*Exercise details*: Every line holding the word "Serialize" should be copied from the material.

++++ Source data

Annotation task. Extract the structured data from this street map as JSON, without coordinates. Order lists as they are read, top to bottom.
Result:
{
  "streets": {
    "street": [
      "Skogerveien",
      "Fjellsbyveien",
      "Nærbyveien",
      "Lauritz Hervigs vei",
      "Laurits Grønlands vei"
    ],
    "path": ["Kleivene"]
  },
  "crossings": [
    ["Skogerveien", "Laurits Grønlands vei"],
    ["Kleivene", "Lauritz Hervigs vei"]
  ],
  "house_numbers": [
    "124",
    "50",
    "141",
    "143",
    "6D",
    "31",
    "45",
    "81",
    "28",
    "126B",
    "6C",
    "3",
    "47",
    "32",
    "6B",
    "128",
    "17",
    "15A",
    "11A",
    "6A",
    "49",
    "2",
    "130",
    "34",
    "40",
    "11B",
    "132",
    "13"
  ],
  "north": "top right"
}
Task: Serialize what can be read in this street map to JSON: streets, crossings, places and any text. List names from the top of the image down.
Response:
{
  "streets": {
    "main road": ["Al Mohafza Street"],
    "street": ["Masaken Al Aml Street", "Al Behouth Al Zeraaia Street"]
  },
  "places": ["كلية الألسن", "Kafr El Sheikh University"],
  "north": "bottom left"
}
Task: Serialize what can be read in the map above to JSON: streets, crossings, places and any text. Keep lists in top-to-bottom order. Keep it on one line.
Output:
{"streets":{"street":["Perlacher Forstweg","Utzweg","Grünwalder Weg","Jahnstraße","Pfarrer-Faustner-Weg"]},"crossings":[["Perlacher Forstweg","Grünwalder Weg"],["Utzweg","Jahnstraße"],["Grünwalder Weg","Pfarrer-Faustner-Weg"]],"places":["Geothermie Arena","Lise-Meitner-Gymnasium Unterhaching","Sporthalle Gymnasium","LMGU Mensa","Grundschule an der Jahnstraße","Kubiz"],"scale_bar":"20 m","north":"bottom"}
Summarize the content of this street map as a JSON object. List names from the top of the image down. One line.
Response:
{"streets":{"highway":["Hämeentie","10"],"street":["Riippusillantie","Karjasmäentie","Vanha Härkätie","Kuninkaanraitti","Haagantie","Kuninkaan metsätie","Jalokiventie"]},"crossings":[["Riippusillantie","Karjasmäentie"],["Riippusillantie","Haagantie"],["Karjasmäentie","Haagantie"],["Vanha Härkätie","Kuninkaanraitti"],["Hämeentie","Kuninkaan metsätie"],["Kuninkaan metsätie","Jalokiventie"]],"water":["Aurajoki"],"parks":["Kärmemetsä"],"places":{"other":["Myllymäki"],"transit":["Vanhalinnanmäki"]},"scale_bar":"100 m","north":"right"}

++++++++

*Expected answer*:
Task: Serialize what can be read in this street map to JSON: streets, crossings, places and any text. List names from the top of the image down.
Task: Serialize what can be read in the map above to JSON: streets, crossings, places and any text. Keep lists in top-to-bottom order. Keep it on one line.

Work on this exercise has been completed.